1. Main source code in located in src/appleseed/renderer/modeling/bsdf/microacetbrdfwrapper.h.
2. Test scenes are located in sandbox/tests/test scenes/basis modifiers/.

Problem description

Regular normal mapping causes several problems for Monte Carlo path tracing:

1. Non-Symmetric BRDF due to basis construced using shading normals sampled from normal map.
2. Tilting of the positive hemisphere of outgoing directions due to shading normals (ws) sampled from normal map which cause inconsistencies with geometric (wg) hemisphere. This effect is visible as black fringes on final render.
3. Violation of energy conservation.

Solution introduction

Authors introduced microfacet based surface model. Profile of this surface model contains two facets per shading point. Instead of just replacing geometric normal, the sampled shading normal (perturbed normal) from normal map determines the orientation of one of the facets (perturbed facet, wp). Other facet is used so that the average microfacet normal in shading point equals the geometric normal (tangent facet, wt).

Other properties of this model are similar to microfacet models: distribution of normals, projected areas and intersection probabilities, masking and shadowing function. Using this properties macrosurface single and multiple scattering BRDF is derived with assumption of arbitrary perturbed and tangent facet BRDF.

Multiple scattering BRDF model evaluation and sapling is solved using random walk with arbitrary amount of scatterings. In shading point, perturbed facet has BRDF specified by the user. For example, if user decides on glossy BRDF with particular normal map, then perturbed facet will contain glossy BRDF and the direction of perturbed normal map will ne equal to sampled normal from that normal map. Tangent facet, on the other hand, can be more arbitrary. One choice is that tangent facet can contain same BRDF as perturbed facet. Other choice is that tangent facet has the specular BRDF (note that tangent facet has the little influence as possible, it is only used so that average normal in shading point equals to geometrical normal).

The case where tangent facet has specular BRDF is chosen in this implementation. There are several reasons for that:

1. Authors noted that tangent facet with specular BRDF removes most artefacts and produces results close to classical normal mapping.
2. Random walk algorithm can be simplified to the analytical model with 2nd order scattering which can be evaluated fast.

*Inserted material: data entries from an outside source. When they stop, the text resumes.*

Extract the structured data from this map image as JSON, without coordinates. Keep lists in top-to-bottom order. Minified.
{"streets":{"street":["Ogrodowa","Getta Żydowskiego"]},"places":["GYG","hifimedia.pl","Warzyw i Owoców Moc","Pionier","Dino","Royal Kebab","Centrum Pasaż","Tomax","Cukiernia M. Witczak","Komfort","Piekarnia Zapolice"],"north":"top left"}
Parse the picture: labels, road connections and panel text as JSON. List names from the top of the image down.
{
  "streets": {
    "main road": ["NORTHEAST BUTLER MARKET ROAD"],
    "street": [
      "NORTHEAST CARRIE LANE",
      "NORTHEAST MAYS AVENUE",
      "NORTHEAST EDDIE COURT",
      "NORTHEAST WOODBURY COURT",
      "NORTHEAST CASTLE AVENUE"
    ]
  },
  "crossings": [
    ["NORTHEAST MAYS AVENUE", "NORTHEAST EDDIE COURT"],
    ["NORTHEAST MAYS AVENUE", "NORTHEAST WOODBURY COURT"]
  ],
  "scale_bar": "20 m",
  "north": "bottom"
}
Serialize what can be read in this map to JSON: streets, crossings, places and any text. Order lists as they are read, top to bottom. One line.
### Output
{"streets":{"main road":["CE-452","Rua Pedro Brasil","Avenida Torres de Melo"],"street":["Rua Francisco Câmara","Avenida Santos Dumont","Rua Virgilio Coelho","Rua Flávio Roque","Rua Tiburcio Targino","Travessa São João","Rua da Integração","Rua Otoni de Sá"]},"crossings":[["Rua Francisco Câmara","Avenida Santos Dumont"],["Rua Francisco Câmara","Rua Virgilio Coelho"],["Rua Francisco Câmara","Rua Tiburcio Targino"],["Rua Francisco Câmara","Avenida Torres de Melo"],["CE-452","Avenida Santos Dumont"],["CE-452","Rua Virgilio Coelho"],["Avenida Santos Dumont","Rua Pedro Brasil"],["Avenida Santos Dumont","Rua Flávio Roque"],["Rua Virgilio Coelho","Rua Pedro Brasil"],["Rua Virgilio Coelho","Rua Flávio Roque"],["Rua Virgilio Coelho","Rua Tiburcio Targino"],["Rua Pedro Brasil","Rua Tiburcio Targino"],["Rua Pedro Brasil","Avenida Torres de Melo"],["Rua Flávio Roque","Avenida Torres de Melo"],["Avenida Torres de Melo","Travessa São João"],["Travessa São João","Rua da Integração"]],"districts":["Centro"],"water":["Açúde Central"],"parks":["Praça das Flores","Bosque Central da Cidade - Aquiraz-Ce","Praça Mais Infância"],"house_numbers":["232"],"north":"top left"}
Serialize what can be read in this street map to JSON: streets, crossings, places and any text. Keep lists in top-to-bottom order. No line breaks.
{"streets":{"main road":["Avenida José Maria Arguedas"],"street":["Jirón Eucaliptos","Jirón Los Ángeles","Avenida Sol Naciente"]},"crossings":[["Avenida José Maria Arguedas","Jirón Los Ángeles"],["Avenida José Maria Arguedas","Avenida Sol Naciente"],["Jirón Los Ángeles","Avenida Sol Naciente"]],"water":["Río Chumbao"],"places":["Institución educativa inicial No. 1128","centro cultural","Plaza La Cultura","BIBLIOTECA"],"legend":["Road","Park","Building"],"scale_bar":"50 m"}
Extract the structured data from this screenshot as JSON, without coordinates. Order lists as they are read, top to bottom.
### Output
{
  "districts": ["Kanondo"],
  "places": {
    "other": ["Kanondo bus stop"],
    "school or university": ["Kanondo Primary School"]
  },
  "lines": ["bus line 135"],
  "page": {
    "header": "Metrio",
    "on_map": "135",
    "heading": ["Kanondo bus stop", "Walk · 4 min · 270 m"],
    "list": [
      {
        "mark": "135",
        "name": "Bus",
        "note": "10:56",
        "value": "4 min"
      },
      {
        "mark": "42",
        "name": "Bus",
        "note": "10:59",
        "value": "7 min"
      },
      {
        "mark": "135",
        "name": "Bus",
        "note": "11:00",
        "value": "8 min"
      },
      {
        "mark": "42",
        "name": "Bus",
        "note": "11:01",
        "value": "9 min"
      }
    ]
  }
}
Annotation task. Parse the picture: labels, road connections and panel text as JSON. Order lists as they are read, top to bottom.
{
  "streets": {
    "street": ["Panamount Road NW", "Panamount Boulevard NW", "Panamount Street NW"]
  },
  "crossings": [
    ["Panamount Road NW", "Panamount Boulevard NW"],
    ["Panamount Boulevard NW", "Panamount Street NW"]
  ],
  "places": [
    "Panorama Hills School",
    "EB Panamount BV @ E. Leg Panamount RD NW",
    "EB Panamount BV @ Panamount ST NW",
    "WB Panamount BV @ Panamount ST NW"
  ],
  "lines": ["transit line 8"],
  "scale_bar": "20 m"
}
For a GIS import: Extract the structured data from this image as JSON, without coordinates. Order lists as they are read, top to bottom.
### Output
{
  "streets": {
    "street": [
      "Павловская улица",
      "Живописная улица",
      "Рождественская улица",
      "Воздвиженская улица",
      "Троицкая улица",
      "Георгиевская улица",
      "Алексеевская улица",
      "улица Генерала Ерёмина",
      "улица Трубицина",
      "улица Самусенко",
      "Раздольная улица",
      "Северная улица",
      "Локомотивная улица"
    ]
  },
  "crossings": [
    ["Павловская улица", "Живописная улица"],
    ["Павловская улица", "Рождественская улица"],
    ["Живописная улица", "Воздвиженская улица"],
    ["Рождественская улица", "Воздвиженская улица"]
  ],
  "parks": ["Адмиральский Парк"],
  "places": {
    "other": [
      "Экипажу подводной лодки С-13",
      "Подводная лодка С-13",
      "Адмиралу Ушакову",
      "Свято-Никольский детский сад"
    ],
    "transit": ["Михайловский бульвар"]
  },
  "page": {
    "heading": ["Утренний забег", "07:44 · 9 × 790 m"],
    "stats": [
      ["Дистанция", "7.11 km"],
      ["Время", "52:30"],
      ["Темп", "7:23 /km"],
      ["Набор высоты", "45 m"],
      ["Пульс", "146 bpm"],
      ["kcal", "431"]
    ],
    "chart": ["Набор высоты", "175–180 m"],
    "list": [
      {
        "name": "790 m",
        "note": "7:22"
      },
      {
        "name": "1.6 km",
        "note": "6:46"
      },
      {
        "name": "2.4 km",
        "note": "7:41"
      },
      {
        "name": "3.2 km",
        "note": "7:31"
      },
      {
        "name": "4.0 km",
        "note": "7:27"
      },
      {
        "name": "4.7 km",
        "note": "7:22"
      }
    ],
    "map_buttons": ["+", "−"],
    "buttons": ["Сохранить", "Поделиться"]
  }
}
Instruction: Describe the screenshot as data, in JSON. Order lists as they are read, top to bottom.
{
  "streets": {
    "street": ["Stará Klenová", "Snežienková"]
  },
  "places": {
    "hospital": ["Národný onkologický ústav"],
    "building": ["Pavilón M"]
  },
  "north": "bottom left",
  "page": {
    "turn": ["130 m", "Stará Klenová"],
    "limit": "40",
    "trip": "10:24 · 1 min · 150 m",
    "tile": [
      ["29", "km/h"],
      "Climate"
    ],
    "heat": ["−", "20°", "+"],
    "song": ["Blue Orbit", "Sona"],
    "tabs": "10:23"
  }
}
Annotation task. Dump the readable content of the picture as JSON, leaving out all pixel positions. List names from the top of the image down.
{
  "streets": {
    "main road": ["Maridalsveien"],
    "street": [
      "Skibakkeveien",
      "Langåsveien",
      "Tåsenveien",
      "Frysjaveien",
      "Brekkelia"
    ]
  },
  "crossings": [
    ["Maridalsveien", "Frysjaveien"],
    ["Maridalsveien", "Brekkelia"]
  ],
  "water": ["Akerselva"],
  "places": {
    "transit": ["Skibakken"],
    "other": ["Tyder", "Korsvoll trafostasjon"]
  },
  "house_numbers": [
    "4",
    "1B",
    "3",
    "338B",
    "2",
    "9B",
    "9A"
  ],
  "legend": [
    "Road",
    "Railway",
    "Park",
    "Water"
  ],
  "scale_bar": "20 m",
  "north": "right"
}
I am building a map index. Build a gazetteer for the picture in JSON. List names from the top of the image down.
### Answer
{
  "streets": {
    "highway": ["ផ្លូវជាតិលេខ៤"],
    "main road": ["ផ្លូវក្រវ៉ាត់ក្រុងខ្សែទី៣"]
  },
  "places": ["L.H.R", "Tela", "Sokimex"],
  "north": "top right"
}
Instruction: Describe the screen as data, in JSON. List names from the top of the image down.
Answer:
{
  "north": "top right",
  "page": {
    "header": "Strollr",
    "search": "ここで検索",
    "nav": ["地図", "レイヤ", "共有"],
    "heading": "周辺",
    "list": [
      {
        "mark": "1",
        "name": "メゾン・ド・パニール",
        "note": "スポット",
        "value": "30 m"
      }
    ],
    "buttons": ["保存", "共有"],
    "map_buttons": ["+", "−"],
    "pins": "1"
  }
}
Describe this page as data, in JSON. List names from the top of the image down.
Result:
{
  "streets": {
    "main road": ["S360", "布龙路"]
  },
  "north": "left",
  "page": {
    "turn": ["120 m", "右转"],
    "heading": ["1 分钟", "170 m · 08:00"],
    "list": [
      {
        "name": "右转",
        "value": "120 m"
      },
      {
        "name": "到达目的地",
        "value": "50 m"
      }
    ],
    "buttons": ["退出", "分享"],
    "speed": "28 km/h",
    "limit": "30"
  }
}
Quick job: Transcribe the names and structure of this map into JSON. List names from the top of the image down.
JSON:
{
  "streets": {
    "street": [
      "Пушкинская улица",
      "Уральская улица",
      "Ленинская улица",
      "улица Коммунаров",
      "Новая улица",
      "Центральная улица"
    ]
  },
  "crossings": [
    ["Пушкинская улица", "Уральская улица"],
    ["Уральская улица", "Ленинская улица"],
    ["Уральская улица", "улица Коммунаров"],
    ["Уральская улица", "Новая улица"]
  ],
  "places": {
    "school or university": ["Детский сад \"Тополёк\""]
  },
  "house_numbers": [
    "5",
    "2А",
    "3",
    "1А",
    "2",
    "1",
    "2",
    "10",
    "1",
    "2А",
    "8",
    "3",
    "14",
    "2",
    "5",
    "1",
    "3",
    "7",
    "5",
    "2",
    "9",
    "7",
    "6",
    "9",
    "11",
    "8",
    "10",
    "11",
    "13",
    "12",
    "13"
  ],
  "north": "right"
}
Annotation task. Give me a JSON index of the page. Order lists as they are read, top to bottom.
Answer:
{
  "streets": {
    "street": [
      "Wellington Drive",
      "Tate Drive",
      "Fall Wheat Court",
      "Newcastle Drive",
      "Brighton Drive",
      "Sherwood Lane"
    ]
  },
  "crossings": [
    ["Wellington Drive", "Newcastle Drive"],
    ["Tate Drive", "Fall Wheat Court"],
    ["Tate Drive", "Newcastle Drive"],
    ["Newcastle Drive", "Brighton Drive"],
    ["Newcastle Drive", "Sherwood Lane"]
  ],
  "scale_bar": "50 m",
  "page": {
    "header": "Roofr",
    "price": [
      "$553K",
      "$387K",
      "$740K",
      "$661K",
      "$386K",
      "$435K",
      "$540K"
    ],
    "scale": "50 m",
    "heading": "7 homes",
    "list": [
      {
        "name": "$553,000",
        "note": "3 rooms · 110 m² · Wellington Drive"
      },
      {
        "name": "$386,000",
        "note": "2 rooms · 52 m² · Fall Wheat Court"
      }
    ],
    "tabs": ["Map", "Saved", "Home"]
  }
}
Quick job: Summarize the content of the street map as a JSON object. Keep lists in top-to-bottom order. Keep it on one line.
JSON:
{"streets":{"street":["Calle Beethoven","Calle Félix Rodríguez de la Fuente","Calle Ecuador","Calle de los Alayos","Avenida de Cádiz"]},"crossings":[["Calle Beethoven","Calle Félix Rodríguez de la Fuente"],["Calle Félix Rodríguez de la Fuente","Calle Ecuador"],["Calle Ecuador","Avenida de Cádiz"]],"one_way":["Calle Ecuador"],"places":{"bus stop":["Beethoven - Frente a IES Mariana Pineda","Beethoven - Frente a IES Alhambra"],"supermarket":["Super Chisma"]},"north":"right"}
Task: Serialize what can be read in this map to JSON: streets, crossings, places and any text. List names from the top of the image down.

Analytical model with 2nd order scattering has three distinct cases due to two facets per shading normal:

1. Outgoing direction hitting perturbed facet and reflecting in incoming direction (IPO case).
2. Outgoing direction hitting perturbed facet, reflecting in tangent facet and reflecting in incoming direction (IPTO case).
3. Outgoing direction hitting tangent facet, reflecting in perturbed facet and reflecting in incoming direction (ITPO case).

Implementation

As discussed this PR contributes with analytical 2nd order scattering model for microfacet based normal mapping for more robust normal mapping. Implementation is based on:

1. Analytical single and double scattering given in Equation 23
2. Random walk on the microsurface with specular tangent facet given in Algorithm 2

Idea was that microfacet based normal mapping can be applied to arbitrary BRDF (note R for reflective materials). Therefore it is implemented as wrapper agnostic of particular BRDF. Main implementation is in microfacetbrdfwrapper.h as MicrofacetBRDFWRapper class located with other BRDFs in src/appleseed/renderer/modeling/bsdf.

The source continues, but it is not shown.